Bist du der Einzige, der noch nicht vom Zeitalter der vollkommenen Wirkkraft gehört hat? Einst, als Rongcheng (Erfolg durch Geschehenlassen), Dating (Großer Palast), Bohuang (Kaiserlicher Onkel), Zhongyang (Innerstes Zentrum), Lilu (Hüpfende Kastanie), Li Chu (Pferdezüchter), Xianyuan (Wagenbauer), Hexu (Glänzender Beamter), Zunlu (Altes Haus), Zhurong (Ausgleichender Priester), Fuxi (Der sich verbeugt und opfert) und Shennong (Göttlicher Landmann) herrschten, da knüpfte das Volk Knotenschnüre, um sich zu verständigen, aß süße Speisen, kleidete sich schön, erfreute sich an seinen Gebräuchen, wohnte zufrieden in seinen Hütten; die Nachbarn konnten einander sehen, Hühner und Hunde konnten einander hören; die Menschen wurden alt und starben, ohne zu kommen oder zu gehen. In dieser Zeit herrschte vollkommene Ordnung.

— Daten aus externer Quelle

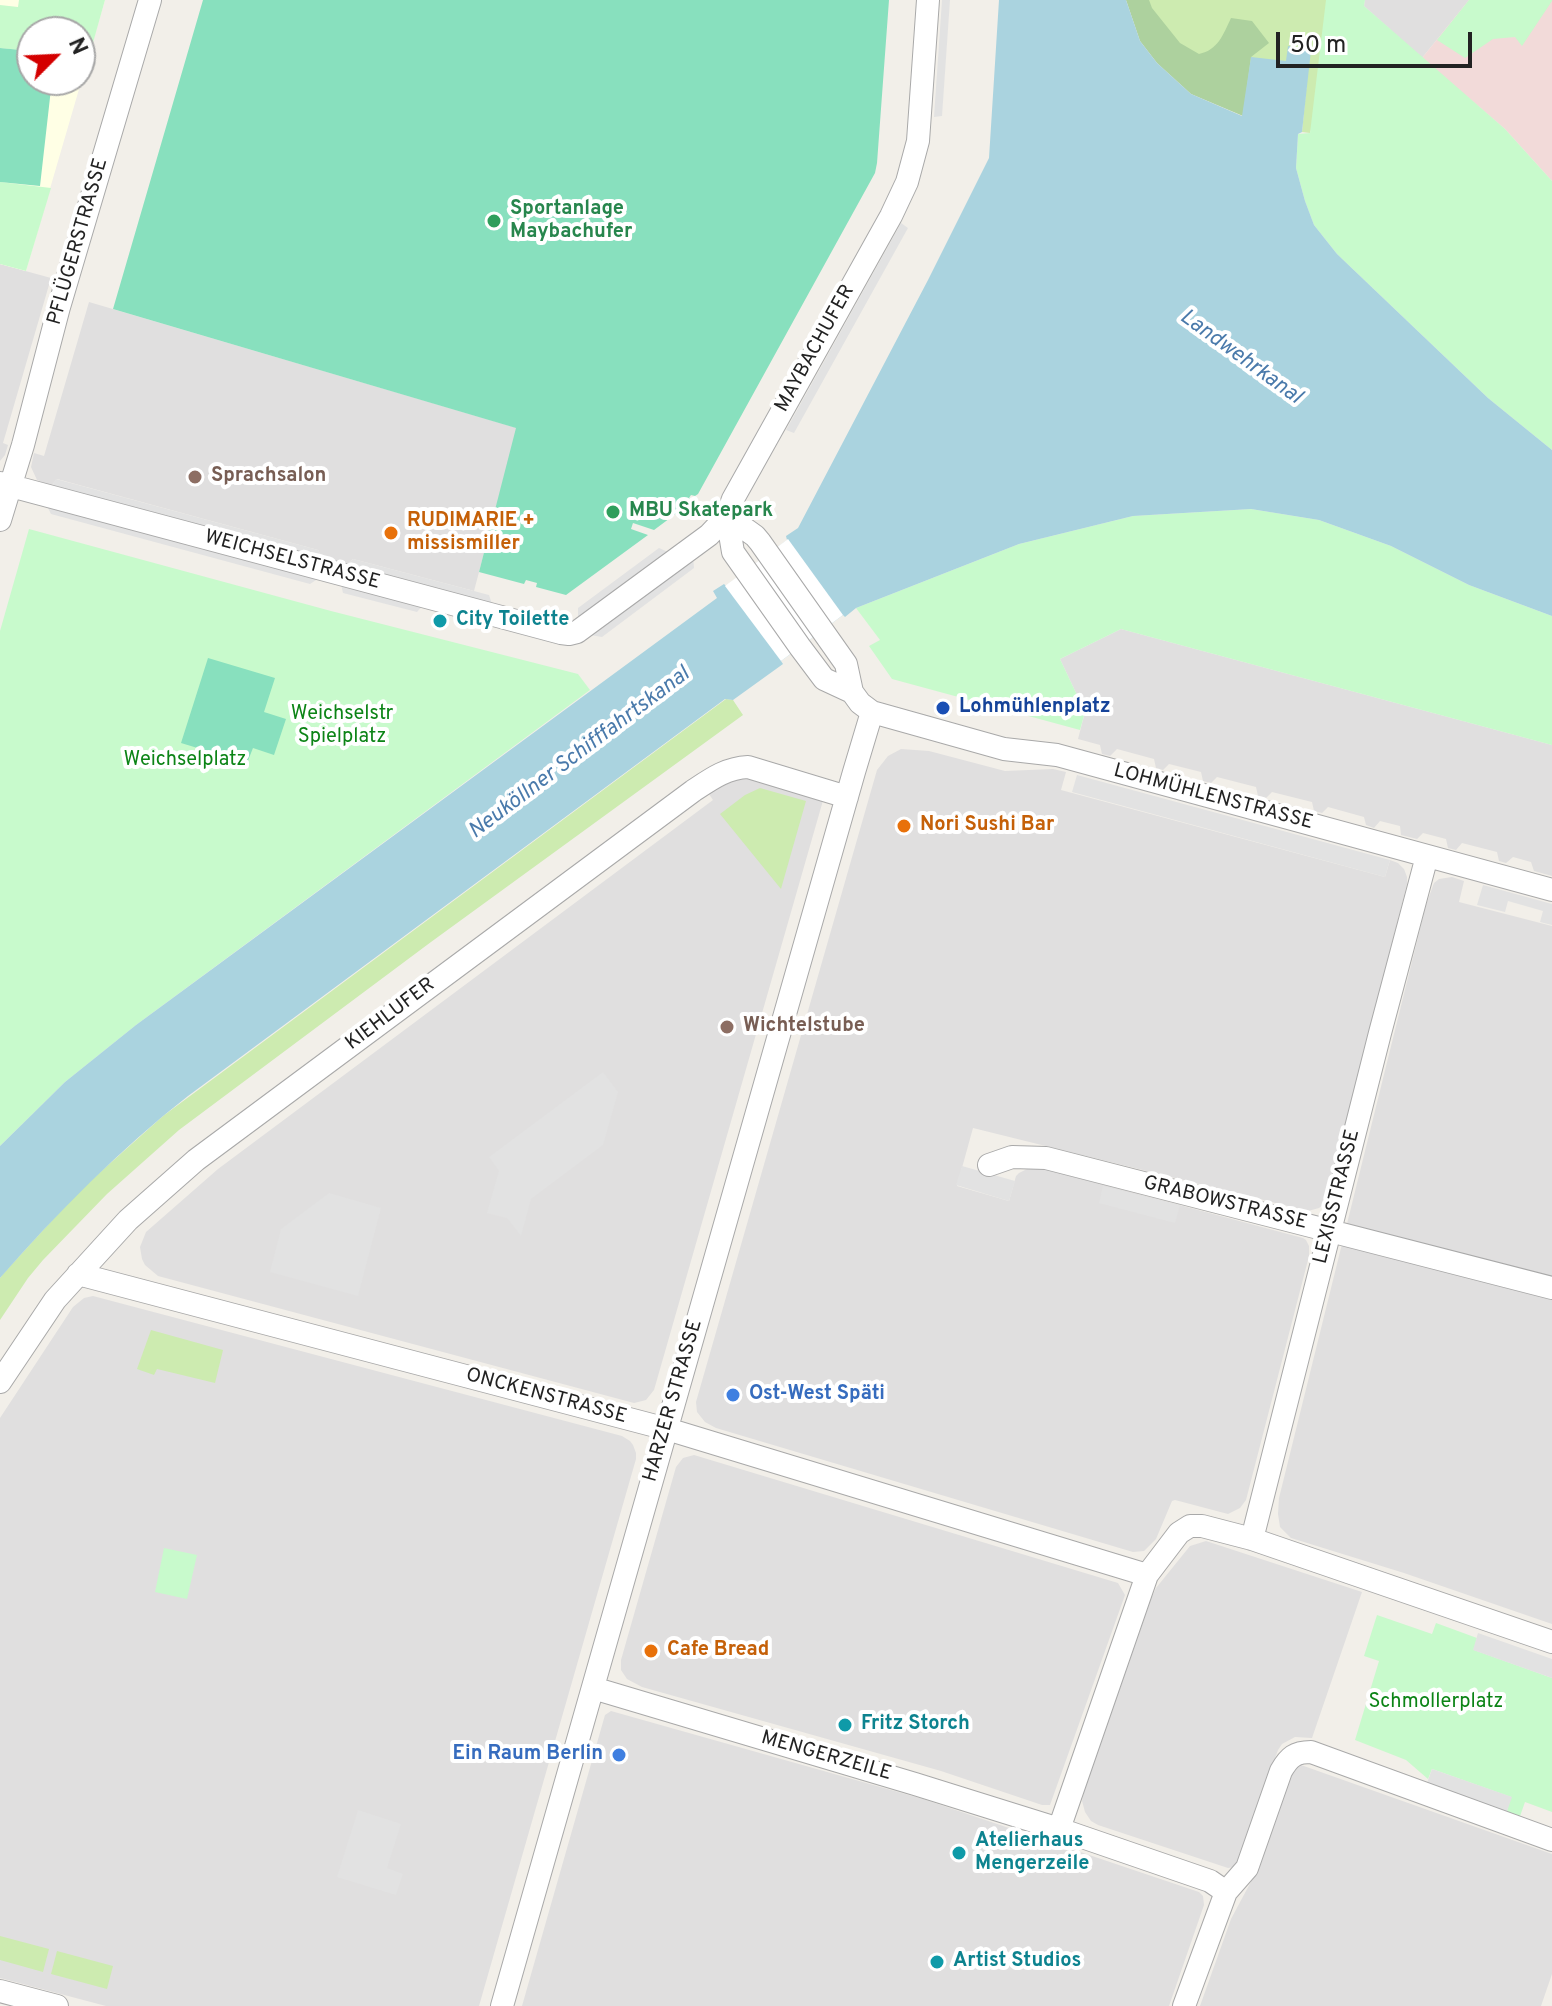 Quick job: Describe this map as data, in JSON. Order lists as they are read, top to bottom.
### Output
{
  "streets": {
    "street": [
      "PFLÜGERSTRASSE",
      "MAYBACHUFER",
      "WEICHSELSTRASSE",
      "LOHMÜHLENSTRASSE",
      "KIEHLUFER",
      "LEXISSTRASSE",
      "GRABOWSTRASSE",
      "ONCKENSTRASSE",
      "HARZER STRASSE",
      "MENGERZEILE"
    ]
  },
  "crossings": [
    ["PFLÜGERSTRASSE", "WEICHSELSTRASSE"],
    ["MAYBACHUFER", "WEICHSELSTRASSE"],
    ["LOHMÜHLENSTRASSE", "LEXISSTRASSE"],
    ["KIEHLUFER", "ONCKENSTRASSE"],
    ["KIEHLUFER", "HARZER STRASSE"],
    ["LEXISSTRASSE", "GRABOWSTRASSE"],
    ["ONCKENSTRASSE", "HARZER STRASSE"],
    ["HARZER STRASSE", "MENGERZEILE"]
  ],
  "water": ["Landwehrkanal", "Neuköllner Schifffahrtskanal"],
  "parks": ["Weichselstr Spielplatz", "Weichselplatz", "Schmollerplatz"],
  "places": [
    "Sportanlage Maybachufer",
    "Sprachsalon",
    "MBU Skatepark",
    "RUDIMARIE + missismiller",
    "City Toilette",
    "Lohmühlenplatz",
    "Nori Sushi Bar",
    "Wichtelstube",
    "Ost-West Späti",
    "Cafe Bread",
    "Fritz Storch",
    "Ein Raum Berlin",
    "Atelierhaus Mengerzeile",
    "Artist Studios"
  ],
  "scale_bar": "50 m",
  "north": "top right"
}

Heutzutage sind die Menschen derart zufrieden, dass sie beginnen, die Hälse zu recken, sich auf die Fersen zu stellen und zu rufen: »Oh, da ist ein edler Mensch!«, und sie packen ihren Proviant und eilen zu ihm, lassen ihre Verwandten zu Hause im Stich und vernachlässigen draußen ihre Dienstangelegenheiten für den Herrscher; ihre Fußspuren führen von einem Fürstenhof zum nächsten, ihre Kutschen legen tausend Meilen und mehr zurück – dies ist der Fehler der Oberen, die nach Wissen streben. Wenn die Oberen wirklich nach Wissen streben, statt nach dem Dao, dann breitet sich unterm Himmel Verwirrung aus. Woher weiß ich, dass es so ist?

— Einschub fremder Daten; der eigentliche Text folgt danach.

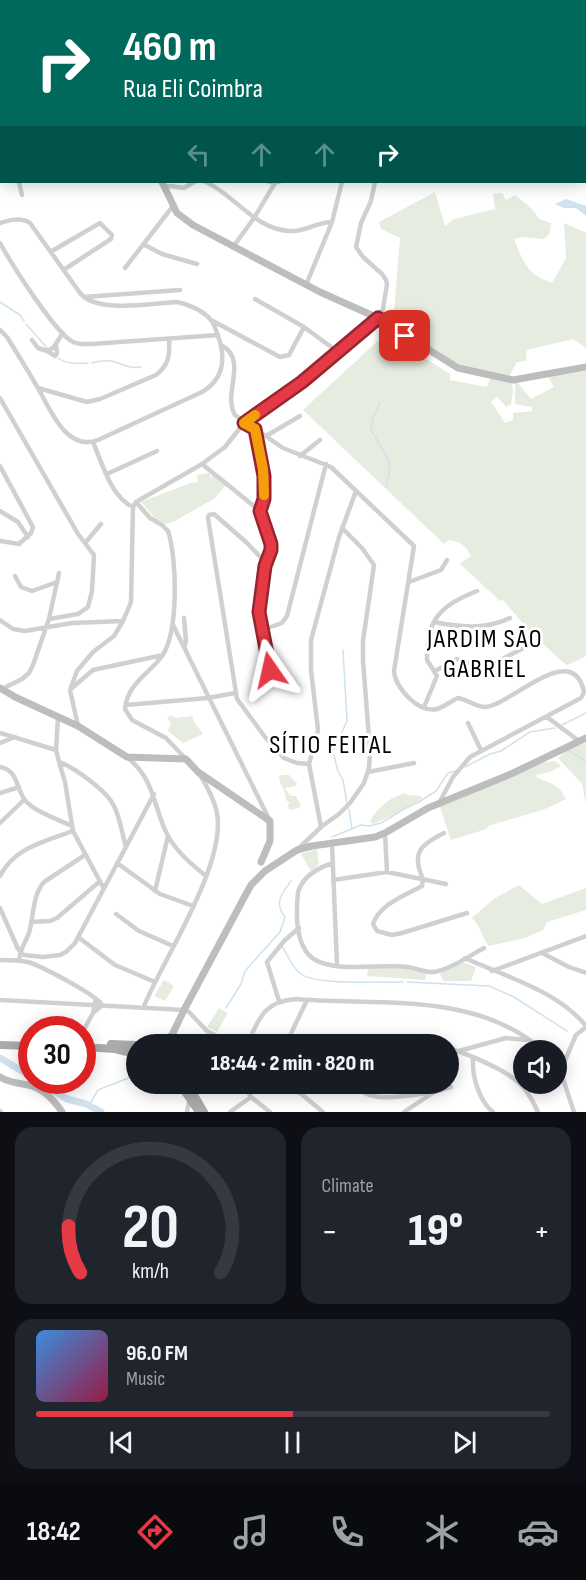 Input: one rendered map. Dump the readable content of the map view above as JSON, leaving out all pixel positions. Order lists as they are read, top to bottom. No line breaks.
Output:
{"districts":["JARDIM SÃO GABRIEL","SÍTIO FEITAL"],"page":{"turn":["460 m","Rua Eli Coimbra"],"limit":"30","trip":"18:44 · 2 min · 820 m","tile":"Climate","heat":["−","19°","+"],"song":["96.0 FM","Music"],"tabs":"18:42","gauge":["20","km/h"]}}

Je mehr Wissen über das Schießen mit Vorrichtungen wie Bogen und Kreuzbogen, Handnetzen, desto wirrer steigen die Vögel nach oben; je mehr Wissen über das Anbringen von Haken, Fangnetzen, Wurfnetzen, Schleppnetzen und Reusen, desto wirrer tauchen die Fische ins Tiefe; je mehr Wissen über das Aufstellen von Hasenfallen, Schlingen, Käfigen, Klemmeisen, desto wirrer fliehen die Tiere in die Sümpfe; je mehr Vielfalt in den Kenntnissen über Betrug und Intrigen, Tricks und Täuschungsmanöver, Haarspalterei zwischen »hart und weiß«, »Vereintsein im Staub«, desto wirrer sind die Gespräche der einfachen Leute. Daher: Jeder Wirrnis unterm Himmel liegt das Streben nach Wissen als Fehler zugrunde. Daher suchen alle unterm Himmel nach dem, was sie noch nicht wissen, doch niemand weiß danach zu suchen, wann er genug weiß; alle wissen, das Falsche nicht gutzuheißen, doch niemand nennt falsch, was er bereits für gut befunden hat – daraus entsteht große Wirrnis. Daher verfinstert sich oben das Licht von Sonne und Mond, versiegt unten die Lebenskraft der Berge und Flüsse, setzt in der Mitte der Wechsel der vier Jahreszeiten aus; selbst die furchtsamen windigen Würmer, die flatterhaften Insekten – es gibt kein Wesen, das nicht seine Natur verliert.

Wie groß, wahrhaftig, ist unterm Himmel die Verwirrung, die das Streben nach Wissen hervorbringt! Von den Drei Dynastien an verhält es sich so: Das Volk schiebt die Urwüchsigen beiseite und schmeichelt begeistert den Eifrigen; es sagt sich los von teilnahmsloser Gelassenheit und begeistert sich für die Ideen von Schwätzern; die Schwatzhaftigkeit verwirrt alle unterm Himmel.